NGLs – We extract substantially all of our NGLs through our gas processing plants, which facilitate access to third-party delivery points near the Elk Hills field. We currently have pipeline capacity contracts to transport 20,000 barrels per day of NGLs to market. We sell virtually all of our NGLs using index-based pricing. Our NGLs are generally sold pursuant to one-year contracts that are renewed annually. Approximately 60% of our NGLs are sold to export markets.

Electricity – Part of the electrical output of the Elk Hills power plant operated by one of our subsidiaries is used by Elk Hills and other nearby fields, which reduces operating costs and increases reliability. We sell the excess electricity generated to the grid and a local utility. The power sold to the utility is subject to an agreement expiring at the end of 2020, which includes a minimum capacity payment.

Delivery Commitments

We have short-term commitments to certain refineries and other buyers to deliver oil, natural gas and NGLs. As of December 31, 2018, we had oil and NGL delivery commitments of 41 and 19 MBbl/d through March 2019, respectively, and natural gas commitments of 35 MMcf/d through the end of 2019. We have significantly more production capacity than the amounts committed for oil and natural gas. For NGL commitments, we have agreements to cash settle any shortfall between the committed quantities and our production. Further, we have the ability to secure additional volumes of all products if necessary. None of the commitments are expected to have a material impact on our financial statements. These are index-based contracts with prices set at the time of delivery.

Hedging

We maintain a commodity hedging program primarily focused on crude oil to help protect our cash flows, margins and capital program from the volatility of commodity prices and to improve our ability to comply with the covenants under our credit facilities. We will continue to be strategic and opportunistic in implementing our hedging program. Unless otherwise indicated, we use the term "hedge" to describe derivative instruments that are designed to achieve our hedging program goals, even though they are not accounted for as cash-flow or fair-value hedges. For more on our current derivative contracts, see Item 7 – Management's Discussion and Analysis of Financial Condition and Results of Operations – Liquidity and Capital Resources.

Our Principal Customers

We sell crude oil, natural gas and NGLs to marketers, California refineries and other purchasers that have access to transportation and storage facilities. Our ability to sell our products can be affected by factors that are beyond our control, and which cannot be accurately predicted.

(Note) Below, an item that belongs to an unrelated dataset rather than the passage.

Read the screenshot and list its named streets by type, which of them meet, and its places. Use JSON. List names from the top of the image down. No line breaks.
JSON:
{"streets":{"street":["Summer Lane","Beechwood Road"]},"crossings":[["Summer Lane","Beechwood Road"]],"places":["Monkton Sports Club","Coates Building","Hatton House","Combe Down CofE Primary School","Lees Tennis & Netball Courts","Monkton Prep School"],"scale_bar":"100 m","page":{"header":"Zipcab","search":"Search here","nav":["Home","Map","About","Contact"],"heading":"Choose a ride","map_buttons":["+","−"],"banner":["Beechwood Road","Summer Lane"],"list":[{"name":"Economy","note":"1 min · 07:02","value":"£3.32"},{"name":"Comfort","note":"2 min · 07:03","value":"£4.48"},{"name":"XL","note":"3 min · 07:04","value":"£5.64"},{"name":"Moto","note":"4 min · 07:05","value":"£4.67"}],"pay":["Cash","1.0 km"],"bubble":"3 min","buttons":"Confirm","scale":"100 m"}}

For the year ended December 31, 2018, our principal customers, Phillips 66 Company and Valero Marketing & Supply Company, each accounted for at least 10%, and, collectively, 43% of our revenue. For the years ended December 31, 2017 and 2016, our principal customers, Phillips 66 Company, Andeavor (formerly Tesoro Refining & Marketing Company LLC), Valero Marketing & Supply Company and Shell Trading (US) Company, each accounted for at least 10%, and, collectively, 67% of our revenue.

Title to Properties

As is customary in the oil and natural gas industry for acquired properties, we initially conduct a high-level review of the title to our properties at the time of acquisition. Individual properties may be subject to ordinary course burdens that we believe do not materially interfere with the use or affect the value of such properties. Burdens on properties may include customary royalty interests, liens incident to operating agreements and tax obligations or duties under applicable laws, development obligations, or net profits interests, among other items. Prior to the commencement of drilling operations on those properties, we typically conduct a more thorough title examination and may perform curative work with respect to significant defects. We generally will not commence drilling operations on a property until we have cured known title defects that are material to the project. In addition, substantially all of our properties have been pledged as collateral for our secured debt.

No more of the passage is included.